### Exercise details:
The records follow. Filter them to the lines that hold "fabs".

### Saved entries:
----------
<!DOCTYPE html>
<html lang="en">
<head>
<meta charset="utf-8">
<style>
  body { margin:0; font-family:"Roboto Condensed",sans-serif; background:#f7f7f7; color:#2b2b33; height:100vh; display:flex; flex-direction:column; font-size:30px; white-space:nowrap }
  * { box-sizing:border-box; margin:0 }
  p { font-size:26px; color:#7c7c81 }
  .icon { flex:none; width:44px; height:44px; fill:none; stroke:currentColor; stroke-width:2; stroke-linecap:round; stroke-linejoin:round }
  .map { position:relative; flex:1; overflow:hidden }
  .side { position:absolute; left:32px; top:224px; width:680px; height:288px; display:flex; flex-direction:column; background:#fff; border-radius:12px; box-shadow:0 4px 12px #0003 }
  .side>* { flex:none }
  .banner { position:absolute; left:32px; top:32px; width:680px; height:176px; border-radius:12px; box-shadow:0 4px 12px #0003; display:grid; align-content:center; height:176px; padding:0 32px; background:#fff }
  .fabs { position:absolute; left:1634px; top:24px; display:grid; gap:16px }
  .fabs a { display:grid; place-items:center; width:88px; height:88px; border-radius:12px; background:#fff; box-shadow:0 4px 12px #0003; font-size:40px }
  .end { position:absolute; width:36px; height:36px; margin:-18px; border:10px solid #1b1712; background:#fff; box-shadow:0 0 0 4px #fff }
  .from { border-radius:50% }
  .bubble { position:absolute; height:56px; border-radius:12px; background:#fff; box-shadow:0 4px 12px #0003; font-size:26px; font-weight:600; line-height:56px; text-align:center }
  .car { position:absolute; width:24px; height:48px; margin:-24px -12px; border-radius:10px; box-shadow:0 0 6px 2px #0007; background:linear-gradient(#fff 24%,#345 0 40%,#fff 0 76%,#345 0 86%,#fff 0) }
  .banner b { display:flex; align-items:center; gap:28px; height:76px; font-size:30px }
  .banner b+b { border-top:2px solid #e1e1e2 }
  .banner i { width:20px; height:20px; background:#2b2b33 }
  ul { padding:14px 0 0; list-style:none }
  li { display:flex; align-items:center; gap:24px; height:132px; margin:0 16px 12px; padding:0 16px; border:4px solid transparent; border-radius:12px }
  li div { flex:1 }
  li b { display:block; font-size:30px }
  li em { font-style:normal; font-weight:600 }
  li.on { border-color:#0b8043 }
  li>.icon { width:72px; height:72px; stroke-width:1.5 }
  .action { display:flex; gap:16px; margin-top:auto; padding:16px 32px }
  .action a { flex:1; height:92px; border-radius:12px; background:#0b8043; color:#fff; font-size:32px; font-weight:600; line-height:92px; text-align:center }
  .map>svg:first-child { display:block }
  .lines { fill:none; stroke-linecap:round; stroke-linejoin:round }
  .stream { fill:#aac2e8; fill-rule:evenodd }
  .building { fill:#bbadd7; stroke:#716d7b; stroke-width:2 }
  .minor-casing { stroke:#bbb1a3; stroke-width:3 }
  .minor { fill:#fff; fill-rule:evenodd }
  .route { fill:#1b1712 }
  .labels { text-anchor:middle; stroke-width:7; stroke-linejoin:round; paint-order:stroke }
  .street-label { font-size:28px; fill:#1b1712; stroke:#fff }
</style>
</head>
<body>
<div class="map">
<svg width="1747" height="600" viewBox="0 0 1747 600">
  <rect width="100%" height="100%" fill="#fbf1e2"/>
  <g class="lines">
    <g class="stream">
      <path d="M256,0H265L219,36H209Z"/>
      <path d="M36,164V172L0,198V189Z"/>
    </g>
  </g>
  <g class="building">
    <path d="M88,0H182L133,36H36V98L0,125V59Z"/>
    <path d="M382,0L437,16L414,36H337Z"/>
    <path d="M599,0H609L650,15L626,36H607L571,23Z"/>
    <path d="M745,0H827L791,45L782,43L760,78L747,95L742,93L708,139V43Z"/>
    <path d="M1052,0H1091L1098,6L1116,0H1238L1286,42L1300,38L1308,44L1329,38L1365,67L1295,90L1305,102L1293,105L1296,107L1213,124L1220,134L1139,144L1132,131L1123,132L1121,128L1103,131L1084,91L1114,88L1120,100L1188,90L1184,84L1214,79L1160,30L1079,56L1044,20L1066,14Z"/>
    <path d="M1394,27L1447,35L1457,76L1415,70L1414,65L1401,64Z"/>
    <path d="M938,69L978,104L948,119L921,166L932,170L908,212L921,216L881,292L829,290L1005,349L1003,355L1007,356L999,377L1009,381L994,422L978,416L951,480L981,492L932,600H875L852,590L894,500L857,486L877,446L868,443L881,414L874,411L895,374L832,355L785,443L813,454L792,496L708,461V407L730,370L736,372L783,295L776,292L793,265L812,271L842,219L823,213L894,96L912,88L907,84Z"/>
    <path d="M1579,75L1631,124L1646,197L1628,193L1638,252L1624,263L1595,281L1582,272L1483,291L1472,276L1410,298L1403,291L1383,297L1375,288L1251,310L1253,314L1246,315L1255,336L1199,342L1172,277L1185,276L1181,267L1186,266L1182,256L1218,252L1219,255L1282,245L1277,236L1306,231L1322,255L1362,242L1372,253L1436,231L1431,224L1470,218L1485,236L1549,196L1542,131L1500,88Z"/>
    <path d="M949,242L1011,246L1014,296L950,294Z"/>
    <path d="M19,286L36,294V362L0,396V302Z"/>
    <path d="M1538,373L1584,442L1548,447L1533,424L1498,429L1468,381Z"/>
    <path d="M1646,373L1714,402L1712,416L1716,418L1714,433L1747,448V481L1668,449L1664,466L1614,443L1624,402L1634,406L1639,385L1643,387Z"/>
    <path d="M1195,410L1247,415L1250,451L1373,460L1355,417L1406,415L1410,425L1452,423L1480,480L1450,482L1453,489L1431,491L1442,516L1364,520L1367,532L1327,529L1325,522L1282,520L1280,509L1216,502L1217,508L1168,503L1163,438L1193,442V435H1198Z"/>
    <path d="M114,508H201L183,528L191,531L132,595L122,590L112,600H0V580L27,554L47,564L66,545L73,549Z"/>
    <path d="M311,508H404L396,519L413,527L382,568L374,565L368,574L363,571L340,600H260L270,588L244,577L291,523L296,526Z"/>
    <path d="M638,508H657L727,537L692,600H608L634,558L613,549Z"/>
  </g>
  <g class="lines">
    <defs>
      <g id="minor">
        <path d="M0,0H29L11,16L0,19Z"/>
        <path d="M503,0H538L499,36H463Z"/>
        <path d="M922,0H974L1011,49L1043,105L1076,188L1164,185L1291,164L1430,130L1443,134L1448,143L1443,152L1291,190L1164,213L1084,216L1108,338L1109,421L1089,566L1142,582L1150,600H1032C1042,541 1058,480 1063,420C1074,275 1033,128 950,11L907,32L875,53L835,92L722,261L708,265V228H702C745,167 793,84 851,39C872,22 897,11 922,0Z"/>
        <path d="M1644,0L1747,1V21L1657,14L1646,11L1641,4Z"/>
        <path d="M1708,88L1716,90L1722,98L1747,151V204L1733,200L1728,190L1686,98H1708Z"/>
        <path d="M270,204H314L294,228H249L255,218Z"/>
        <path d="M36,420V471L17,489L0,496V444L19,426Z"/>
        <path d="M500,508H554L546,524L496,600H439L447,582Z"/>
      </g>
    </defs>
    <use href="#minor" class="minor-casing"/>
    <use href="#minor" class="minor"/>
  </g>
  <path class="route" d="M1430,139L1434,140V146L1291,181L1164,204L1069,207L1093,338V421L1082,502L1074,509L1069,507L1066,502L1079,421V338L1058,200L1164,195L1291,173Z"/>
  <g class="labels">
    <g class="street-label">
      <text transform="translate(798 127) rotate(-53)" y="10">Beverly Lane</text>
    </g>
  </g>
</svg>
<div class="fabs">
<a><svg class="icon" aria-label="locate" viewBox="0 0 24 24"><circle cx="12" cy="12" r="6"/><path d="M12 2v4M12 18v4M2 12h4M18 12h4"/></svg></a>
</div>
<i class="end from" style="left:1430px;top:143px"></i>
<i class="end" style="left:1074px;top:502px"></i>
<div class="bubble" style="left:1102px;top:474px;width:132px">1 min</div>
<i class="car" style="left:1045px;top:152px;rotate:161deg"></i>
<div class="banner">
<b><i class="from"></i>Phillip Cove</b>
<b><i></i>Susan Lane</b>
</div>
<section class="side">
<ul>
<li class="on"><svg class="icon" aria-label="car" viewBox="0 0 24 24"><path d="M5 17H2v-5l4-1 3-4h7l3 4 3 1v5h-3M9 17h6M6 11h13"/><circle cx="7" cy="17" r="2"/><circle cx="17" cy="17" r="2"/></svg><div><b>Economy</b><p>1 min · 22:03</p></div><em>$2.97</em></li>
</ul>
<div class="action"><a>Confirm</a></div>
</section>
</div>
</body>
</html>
----------
### Output for this task:
  .fabs { position:absolute; left:1634px; top:24px; display:grid; gap:16px }
  .fabs a { display:grid; place-items:center; width:88px; height:88px; border-radius:12px; background:#fff; box-shadow:0 4px 12px #0003; font-size:40px }
<div class="fabs">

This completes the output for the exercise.